Para reeducar as relações étnico-raciais, no Brasil, é necessário fazer emergir as dores e medos que têm sido gerados. É preciso entender que o sucesso de uns tem o preço da marginalização e da desigualdade impostas a outros. E então decidir que sociedade queremos construir daqui para frente (BRASIL, 2004a, p. 5).

Para que fossem incluídos no sistema escolar conteúdos/atividades relacionadas à temática da História e Cultura Afro-Brasileira e Africana, em 09 de janeiro de 2003 entrou em vigor a Lei Federal 10.639 que alterou os artigos 26-A e 79-B, da Lei de Diretrizes e Bases da Educação Nacional (LDB) nº 9.394/96 determinando a obrigatoriedade de estudos relacionados à temática acima, passando a vigorar com as seguintes modificações:

Art. 26-A. Nos estabelecimentos de ensino fundamental e médio, oficiais e particulares, torna-se obrigatório o ensino sobre História e Cultura Afro Brasileira.

§ 1° O conteúdo programático a que se refere o caput deste artigo incluirá o estudo da História da África e dos Africanos, a luta dos negros no Brasil, a cultura negra brasileira e o negro na formação da sociedade nacional, resgatando a contribuição do povo negro nas áreas social, econômica e política pertinente à História do Brasil.

§ 2° Os conteúdos referentes à História e Cultura Afro-Brasileira serão ministrados no âmbito de todo o currículo escolar, em especial nas áreas de Educação Artística e de Literatura e História Brasileiras.

Art. 79-B. O calendário escolar incluirá o dia 20 de novembro como Dia Nacional da Consciência Negra (BRASIL, 2003).

Nesta perspectiva, a escola tem uma grande responsabilidade para com a implementação da lei 10.639/03, pois a mesma legitimou todo o processo histórico vivenciado pelo negro, abrindo espaço para a construção de uma pedagogia da diversidade que supere as discriminações ao oportunizar o acesso ao conhecimento das diferentes culturas e ao desenvolver ações afirmativas de valorização e reconhecimento da história e cultura afro-brasileira.
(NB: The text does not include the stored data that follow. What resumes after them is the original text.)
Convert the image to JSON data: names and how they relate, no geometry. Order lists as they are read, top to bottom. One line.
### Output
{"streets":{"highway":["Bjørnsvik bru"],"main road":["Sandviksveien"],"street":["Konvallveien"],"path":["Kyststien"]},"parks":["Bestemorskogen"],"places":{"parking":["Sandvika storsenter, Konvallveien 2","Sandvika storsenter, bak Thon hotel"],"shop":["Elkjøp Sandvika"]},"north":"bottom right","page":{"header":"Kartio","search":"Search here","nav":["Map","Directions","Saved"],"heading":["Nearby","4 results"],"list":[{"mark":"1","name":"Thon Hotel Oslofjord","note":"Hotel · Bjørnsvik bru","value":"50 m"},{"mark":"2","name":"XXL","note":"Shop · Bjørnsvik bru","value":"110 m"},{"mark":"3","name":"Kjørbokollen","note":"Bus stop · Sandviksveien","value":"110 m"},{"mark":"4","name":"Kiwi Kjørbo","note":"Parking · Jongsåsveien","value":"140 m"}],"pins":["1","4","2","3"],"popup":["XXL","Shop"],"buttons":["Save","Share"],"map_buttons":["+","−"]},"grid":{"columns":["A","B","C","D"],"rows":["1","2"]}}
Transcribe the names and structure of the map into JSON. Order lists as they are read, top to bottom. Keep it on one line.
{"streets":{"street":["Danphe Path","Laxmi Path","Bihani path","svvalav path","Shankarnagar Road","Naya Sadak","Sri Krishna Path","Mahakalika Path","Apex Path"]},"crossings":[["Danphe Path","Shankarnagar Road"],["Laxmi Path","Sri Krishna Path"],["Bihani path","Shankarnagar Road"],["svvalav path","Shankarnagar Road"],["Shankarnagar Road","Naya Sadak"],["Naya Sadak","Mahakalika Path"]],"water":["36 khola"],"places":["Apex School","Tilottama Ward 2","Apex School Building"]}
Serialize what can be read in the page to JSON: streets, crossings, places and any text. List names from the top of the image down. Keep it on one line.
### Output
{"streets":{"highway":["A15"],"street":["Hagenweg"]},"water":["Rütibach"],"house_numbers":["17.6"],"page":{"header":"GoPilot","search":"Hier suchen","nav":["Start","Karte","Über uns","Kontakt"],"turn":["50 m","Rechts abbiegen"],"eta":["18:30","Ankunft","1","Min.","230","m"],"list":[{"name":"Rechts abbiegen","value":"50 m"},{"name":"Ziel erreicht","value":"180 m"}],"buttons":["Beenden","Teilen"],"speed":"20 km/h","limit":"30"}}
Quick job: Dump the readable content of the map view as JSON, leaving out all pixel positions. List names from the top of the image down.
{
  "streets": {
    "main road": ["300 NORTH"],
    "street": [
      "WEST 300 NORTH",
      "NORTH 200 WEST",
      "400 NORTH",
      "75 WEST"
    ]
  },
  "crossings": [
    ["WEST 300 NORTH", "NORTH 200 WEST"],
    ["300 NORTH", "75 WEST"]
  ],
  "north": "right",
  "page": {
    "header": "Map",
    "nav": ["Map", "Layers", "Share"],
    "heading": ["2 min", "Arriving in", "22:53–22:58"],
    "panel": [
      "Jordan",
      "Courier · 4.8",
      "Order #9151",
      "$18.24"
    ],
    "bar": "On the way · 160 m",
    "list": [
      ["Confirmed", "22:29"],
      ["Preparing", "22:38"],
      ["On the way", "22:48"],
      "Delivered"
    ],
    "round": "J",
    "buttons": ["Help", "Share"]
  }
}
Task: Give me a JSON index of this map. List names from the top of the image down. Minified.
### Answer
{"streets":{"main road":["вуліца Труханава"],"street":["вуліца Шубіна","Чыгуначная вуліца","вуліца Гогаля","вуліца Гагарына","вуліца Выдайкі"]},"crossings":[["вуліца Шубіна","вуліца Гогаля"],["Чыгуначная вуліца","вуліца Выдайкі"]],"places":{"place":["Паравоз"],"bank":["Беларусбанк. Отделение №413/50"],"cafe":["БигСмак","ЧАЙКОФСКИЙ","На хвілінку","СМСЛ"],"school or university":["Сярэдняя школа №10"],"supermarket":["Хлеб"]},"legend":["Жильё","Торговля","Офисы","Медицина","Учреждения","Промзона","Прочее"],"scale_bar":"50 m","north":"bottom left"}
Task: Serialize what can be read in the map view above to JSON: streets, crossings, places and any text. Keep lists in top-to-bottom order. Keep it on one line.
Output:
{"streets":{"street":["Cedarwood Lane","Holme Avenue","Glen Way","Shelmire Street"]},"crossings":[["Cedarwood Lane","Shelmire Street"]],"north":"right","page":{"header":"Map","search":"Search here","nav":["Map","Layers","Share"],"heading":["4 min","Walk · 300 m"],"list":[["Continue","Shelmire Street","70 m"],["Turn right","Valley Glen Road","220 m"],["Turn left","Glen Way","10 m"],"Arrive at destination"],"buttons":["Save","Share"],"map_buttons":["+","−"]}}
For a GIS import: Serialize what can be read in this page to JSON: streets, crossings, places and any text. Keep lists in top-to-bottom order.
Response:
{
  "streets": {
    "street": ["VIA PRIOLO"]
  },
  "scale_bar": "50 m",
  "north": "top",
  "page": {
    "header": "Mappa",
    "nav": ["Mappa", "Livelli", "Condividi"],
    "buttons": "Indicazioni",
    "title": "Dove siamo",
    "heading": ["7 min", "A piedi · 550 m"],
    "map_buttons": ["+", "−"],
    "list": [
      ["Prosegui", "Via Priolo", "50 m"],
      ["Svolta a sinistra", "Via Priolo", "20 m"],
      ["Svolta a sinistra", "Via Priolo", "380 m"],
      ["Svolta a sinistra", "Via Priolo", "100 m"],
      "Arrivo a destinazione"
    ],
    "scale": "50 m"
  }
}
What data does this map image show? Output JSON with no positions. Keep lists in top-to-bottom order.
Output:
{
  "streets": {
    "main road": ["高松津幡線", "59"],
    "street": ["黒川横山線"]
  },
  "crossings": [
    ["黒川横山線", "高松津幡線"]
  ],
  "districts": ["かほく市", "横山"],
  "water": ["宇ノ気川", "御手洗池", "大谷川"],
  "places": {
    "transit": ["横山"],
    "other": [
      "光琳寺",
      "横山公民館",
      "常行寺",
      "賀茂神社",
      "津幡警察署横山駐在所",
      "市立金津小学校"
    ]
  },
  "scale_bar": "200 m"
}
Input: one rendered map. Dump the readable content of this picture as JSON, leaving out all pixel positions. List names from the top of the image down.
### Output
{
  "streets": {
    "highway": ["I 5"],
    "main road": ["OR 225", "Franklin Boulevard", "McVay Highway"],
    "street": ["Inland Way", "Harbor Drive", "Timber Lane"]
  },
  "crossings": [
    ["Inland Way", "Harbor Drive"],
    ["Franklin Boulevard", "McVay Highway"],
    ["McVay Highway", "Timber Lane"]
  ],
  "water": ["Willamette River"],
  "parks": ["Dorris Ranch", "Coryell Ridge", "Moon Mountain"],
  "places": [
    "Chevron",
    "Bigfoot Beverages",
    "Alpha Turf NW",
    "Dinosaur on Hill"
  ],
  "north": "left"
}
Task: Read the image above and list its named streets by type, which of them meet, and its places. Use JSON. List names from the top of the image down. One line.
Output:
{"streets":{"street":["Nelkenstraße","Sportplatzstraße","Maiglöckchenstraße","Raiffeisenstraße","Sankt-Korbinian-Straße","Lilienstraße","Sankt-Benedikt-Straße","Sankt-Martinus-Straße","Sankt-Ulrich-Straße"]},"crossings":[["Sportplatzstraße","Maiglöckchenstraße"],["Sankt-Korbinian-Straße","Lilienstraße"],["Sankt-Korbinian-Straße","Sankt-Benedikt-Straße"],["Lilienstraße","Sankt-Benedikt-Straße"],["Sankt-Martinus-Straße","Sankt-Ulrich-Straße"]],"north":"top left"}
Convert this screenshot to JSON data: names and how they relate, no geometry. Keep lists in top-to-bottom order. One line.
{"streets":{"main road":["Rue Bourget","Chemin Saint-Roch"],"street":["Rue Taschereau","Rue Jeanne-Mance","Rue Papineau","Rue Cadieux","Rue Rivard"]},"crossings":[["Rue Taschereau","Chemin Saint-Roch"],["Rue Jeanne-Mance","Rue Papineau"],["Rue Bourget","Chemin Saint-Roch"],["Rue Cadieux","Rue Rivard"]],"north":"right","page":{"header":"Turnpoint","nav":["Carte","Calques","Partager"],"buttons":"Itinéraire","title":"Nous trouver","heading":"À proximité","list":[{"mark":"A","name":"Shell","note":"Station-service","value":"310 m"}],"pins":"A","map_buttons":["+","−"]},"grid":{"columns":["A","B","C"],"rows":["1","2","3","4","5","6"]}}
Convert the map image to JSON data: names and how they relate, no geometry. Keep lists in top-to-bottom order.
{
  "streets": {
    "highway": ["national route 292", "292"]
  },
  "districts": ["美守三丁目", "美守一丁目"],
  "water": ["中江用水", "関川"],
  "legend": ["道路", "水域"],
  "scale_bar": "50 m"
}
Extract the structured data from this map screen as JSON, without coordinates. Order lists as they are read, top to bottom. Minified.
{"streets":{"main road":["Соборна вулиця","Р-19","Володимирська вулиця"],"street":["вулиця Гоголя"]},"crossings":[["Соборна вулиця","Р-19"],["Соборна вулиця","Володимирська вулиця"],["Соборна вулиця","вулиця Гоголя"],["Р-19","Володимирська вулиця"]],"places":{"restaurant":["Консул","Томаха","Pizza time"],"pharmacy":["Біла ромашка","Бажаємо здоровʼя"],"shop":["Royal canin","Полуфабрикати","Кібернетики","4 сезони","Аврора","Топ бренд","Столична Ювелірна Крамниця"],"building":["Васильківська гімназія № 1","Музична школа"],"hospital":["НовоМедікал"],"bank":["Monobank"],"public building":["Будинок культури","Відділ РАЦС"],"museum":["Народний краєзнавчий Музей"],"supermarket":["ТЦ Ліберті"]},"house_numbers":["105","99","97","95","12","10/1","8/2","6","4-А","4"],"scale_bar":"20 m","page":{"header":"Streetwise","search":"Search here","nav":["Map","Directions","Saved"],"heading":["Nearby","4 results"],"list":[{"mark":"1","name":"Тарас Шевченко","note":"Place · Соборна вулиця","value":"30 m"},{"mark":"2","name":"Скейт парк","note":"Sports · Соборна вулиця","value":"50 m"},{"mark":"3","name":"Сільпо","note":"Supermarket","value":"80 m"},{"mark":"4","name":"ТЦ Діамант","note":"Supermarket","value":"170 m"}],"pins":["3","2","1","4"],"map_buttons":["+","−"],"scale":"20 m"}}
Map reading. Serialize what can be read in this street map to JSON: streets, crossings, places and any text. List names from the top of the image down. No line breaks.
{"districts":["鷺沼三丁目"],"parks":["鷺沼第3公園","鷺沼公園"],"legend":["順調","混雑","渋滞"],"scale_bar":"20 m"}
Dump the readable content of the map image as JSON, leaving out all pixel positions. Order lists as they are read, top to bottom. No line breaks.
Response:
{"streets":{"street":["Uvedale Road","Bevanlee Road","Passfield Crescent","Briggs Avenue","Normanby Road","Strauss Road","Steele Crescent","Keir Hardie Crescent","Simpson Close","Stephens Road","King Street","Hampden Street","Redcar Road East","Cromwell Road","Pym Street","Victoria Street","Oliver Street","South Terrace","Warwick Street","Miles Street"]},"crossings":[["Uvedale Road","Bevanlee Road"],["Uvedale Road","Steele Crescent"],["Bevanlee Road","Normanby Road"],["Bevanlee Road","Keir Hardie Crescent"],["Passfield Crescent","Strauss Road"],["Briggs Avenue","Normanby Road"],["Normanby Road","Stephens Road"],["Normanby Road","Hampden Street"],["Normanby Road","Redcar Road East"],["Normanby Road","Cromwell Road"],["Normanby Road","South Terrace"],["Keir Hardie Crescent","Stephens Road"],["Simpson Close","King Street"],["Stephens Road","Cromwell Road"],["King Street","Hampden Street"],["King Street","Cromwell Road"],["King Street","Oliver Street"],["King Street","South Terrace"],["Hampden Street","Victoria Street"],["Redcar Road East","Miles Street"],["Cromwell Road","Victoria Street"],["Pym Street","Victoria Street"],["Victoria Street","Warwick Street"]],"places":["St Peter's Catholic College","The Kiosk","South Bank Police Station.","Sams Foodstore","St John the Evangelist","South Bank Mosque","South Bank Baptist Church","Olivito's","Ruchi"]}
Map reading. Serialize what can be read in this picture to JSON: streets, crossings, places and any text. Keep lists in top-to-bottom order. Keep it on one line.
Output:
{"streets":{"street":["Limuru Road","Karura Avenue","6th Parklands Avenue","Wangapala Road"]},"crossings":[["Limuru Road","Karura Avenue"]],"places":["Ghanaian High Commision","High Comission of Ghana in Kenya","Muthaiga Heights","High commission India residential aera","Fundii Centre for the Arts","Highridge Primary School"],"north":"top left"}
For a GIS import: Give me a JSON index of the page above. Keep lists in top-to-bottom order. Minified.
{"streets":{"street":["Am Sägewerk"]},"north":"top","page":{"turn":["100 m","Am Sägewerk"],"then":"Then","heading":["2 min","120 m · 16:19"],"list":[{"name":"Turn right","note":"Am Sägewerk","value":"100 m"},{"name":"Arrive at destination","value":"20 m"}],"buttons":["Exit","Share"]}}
A este respeito Silva afirma:

Estudar as Africanidades Brasileiras significa tomar conhecimento, observar, analisar um jeito peculiar de ver a vida, o mundo, o trabalho, de conviver e de lutar pela dignidade própria, bem como pela de todos descendentes de africanos, mais ainda de todos que a sociedade marginaliza. Significa também conhecer e compreender os trabalhos e criatividade dos africanos e de seus descendentes no Brasil, e de situar tais produções na construção da nação brasileira (SILVA, 2005, p. 156).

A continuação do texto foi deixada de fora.